What you are asked to do: Copy the lines below, word for word, from the first through the line containing "ctx.lineWidth = width;". Leave the pictures out.

Supplied records:
####################

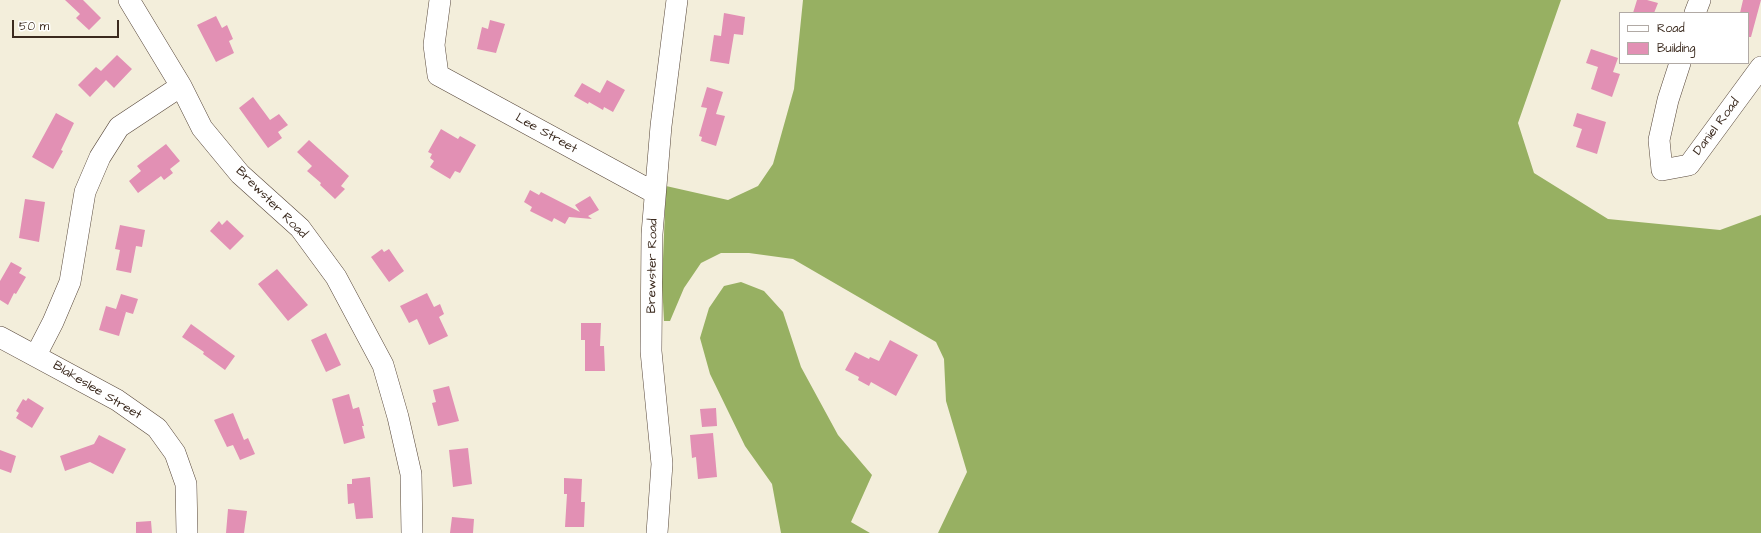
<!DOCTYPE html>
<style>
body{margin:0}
#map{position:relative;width:1761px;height:533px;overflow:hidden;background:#f3eedb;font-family:"Architects Daughter",sans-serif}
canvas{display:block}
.legend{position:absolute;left:1619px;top:12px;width:130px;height:52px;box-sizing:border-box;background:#fff;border:1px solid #b1aaa5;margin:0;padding:5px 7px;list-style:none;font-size:12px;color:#3b2a1e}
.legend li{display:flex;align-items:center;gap:8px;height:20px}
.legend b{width:20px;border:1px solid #b1aaa5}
.scale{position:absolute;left:12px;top:20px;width:107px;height:18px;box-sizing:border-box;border:2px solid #3b2a1e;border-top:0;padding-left:5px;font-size:12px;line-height:14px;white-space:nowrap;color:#3b2a1e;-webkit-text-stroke:3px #fff;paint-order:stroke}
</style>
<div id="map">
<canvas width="1761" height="533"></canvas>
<ul class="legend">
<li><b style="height:5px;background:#fff"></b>Road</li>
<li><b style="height:11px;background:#e290b4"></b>Building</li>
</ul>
<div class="scale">50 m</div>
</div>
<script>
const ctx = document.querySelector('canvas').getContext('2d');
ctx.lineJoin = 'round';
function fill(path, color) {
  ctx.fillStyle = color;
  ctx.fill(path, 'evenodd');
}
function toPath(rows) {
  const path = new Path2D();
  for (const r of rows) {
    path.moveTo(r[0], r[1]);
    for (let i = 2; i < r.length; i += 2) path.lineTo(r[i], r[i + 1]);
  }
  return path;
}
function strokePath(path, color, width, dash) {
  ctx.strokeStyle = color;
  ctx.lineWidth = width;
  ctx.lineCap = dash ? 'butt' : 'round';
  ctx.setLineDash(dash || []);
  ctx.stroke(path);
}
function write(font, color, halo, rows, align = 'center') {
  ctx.font = font + ' "Architects Daughter",sans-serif';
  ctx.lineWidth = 3;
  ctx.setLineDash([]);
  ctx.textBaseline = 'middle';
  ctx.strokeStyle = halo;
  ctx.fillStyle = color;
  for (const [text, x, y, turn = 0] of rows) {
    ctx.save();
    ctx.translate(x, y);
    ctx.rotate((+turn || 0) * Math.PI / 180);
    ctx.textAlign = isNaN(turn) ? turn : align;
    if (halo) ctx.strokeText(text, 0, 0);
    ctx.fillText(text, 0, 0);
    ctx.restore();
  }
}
const forest = toPath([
 [803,0,1561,0,1518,123,1534,173,1608,219,1720,230,1761,215,1761,533,938,533,967,472,946,401,944,359,936,342,793,259,749,253,721,253,701,263,684,288,670,321,664,321,662,283,666,186,728,200,758,186,773,164,794,89],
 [741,282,764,291,783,312,801,367,838,435,872,475,851,522,870,533,781,533,772,484,745,446,710,374,700,338,709,308,724,286]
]);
const building = toPath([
 [65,0,83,0,101,18,89,30,76,18,80,14],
 [1637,0,1647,0,1658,3,1654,13,1633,13],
 [1743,0,1761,0,1751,37,1748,37,1748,13,1740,13],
 [724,13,745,17,743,35,734,34,729,64,710,61,714,35,721,36],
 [216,16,222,28,227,25,233,39,229,41,234,53,216,62,197,25],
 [490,20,505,24,496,53,477,49,482,27,488,29],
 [1591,49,1618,58,1613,72,1620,74,1612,97,1591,89,1598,67,1586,63],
 [117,55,132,69,114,88,106,80,90,97,78,85,96,67,101,71],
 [607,80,625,90,613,112,604,107,603,110,589,102,588,104,574,96,582,83,600,93],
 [707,87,723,92,716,114,725,116,716,146,701,141,702,137,699,136,707,108,701,107],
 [253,97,270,120,279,114,288,125,278,132,282,138,268,148,239,108],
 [56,113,74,123,61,150,63,151,53,169,32,157],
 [1577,113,1606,122,1597,154,1576,147,1582,129,1573,126],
 [441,129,458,139,460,136,476,145,460,173,455,171,450,179,430,167,434,161,430,158,432,154,428,152],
 [309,140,349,176,341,186,345,189,335,199,320,185,321,183,307,171,312,166,297,152],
 [166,144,180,161,170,169,173,173,164,180,161,176,138,193,129,181,141,171,137,166],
 [530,190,539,195,541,192,580,212,575,205,590,196,599,210,588,216,592,219,569,217,565,224,554,218,552,222,530,211,532,207,524,202],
 [25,199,45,202,39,242,19,238],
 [227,220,244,236,230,250,210,231,219,221,222,225],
 [120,225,145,230,142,247,136,246,131,273,116,270,120,250,115,249],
 [382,249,384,252,389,249,404,271,389,282,371,257],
 [11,262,22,268,19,273,26,277,16,294,14,293,8,305,0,300,0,281],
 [277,269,308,305,288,321,258,284],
 [427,293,434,307,440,304,444,314,439,317,448,336,429,345,417,319,409,323,400,306],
 [121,294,138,299,133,314,116,309],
 [106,306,126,312,119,336,99,330],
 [581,323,601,323,600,346,604,346,605,371,585,371,585,340,581,340],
 [191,324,235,356,225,370,203,354,204,352,182,337],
 [326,333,341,365,326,372,311,340],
 [890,340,918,355,896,396,871,382,869,386,858,380,859,377,845,370,855,352,869,359,870,357,879,361],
 [449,386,459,421,438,426,432,403,436,402,433,390],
 [349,394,353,409,359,407,364,426,362,426,365,438,344,444,332,399],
 [28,398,44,408,32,428,16,418,19,413,16,411,23,399,26,401],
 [716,408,717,426,702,427,700,409],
 [233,413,244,440,248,438,255,454,240,460,233,445,227,447,214,420],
 [713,433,717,477,698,479,696,457,692,458,690,435],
 [99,435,126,449,113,474,90,462,65,471,60,456,94,444],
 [468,448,472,484,453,487,449,450],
 [0,450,16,456,11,473,0,469],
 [370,477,373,518,356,519,354,503,348,504,347,484,352,484,352,479],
 [564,478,582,479,581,502,585,502,584,527,565,527,567,494,564,494],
 [228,509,247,511,244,533,226,533],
 [452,517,474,519,473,533,450,533],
 [151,521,152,533,136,533,136,522]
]);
const minor = toPath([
 [129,0,181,86,202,128,240,174,300,228,336,277,383,365,398,417,411,474,412,533],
 [440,0,434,45,438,75,655,193],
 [1695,13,1700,0],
 [1680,63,1668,100,1659,140,1662,170,1689,165,1761,67],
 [0,337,117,400,157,428,175,453,186,484,187,533],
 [36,355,53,322,70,282,85,192,100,157,119,127,181,86],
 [657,533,662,464,651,351,652,234,661,126,677,0]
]);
const streetNames = [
 ["Daniel Road",1717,127,-53],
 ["Lee Street",546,134,29],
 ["Brewster Road",271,203,45],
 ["Brewster Road",653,266,-89],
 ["Blakeslee Street",97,391,31]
];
fill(forest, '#97b062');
fill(building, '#e290b4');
strokePath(minor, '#57473a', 22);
strokePath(minor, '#fff', 21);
write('13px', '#3b2a1e', '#fff', streetNames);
</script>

####################

Output for this exercise:
<!DOCTYPE html>
<style>
body{margin:0}
#map{position:relative;width:1761px;height:533px;overflow:hidden;background:#f3eedb;font-family:"Architects Daughter",sans-serif}
canvas{display:block}
.legend{position:absolute;left:1619px;top:12px;width:130px;height:52px;box-sizing:border-box;background:#fff;border:1px solid #b1aaa5;margin:0;padding:5px 7px;list-style:none;font-size:12px;color:#3b2a1e}
.legend li{display:flex;align-items:center;gap:8px;height:20px}
.legend b{width:20px;border:1px solid #b1aaa5}
.scale{position:absolute;left:12px;top:20px;width:107px;height:18px;box-sizing:border-box;border:2px solid #3b2a1e;border-top:0;padding-left:5px;font-size:12px;line-height:14px;white-space:nowrap;color:#3b2a1e;-webkit-text-stroke:3px #fff;paint-order:stroke}
</style>
<div id="map">
<canvas width="1761" height="533"></canvas>
<ul class="legend">
<li><b style="height:5px;background:#fff"></b>Road</li>
<li><b style="height:11px;background:#e290b4"></b>Building</li>
</ul>
<div class="scale">50 m</div>
</div>
<script>
const ctx = document.querySelector('canvas').getContext('2d');
ctx.lineJoin = 'round';
function fill(path, color) {
  ctx.fillStyle = color;
  ctx.fill(path, 'evenodd');
}
function toPath(rows) {
  const path = new Path2D();
  for (const r of rows) {
    path.moveTo(r[0], r[1]);
    for (let i = 2; i < r.length; i += 2) path.lineTo(r[i], r[i + 1]);
  }
  return path;
}
function strokePath(path, color, width, dash) {
  ctx.strokeStyle = color;
  ctx.lineWidth = width;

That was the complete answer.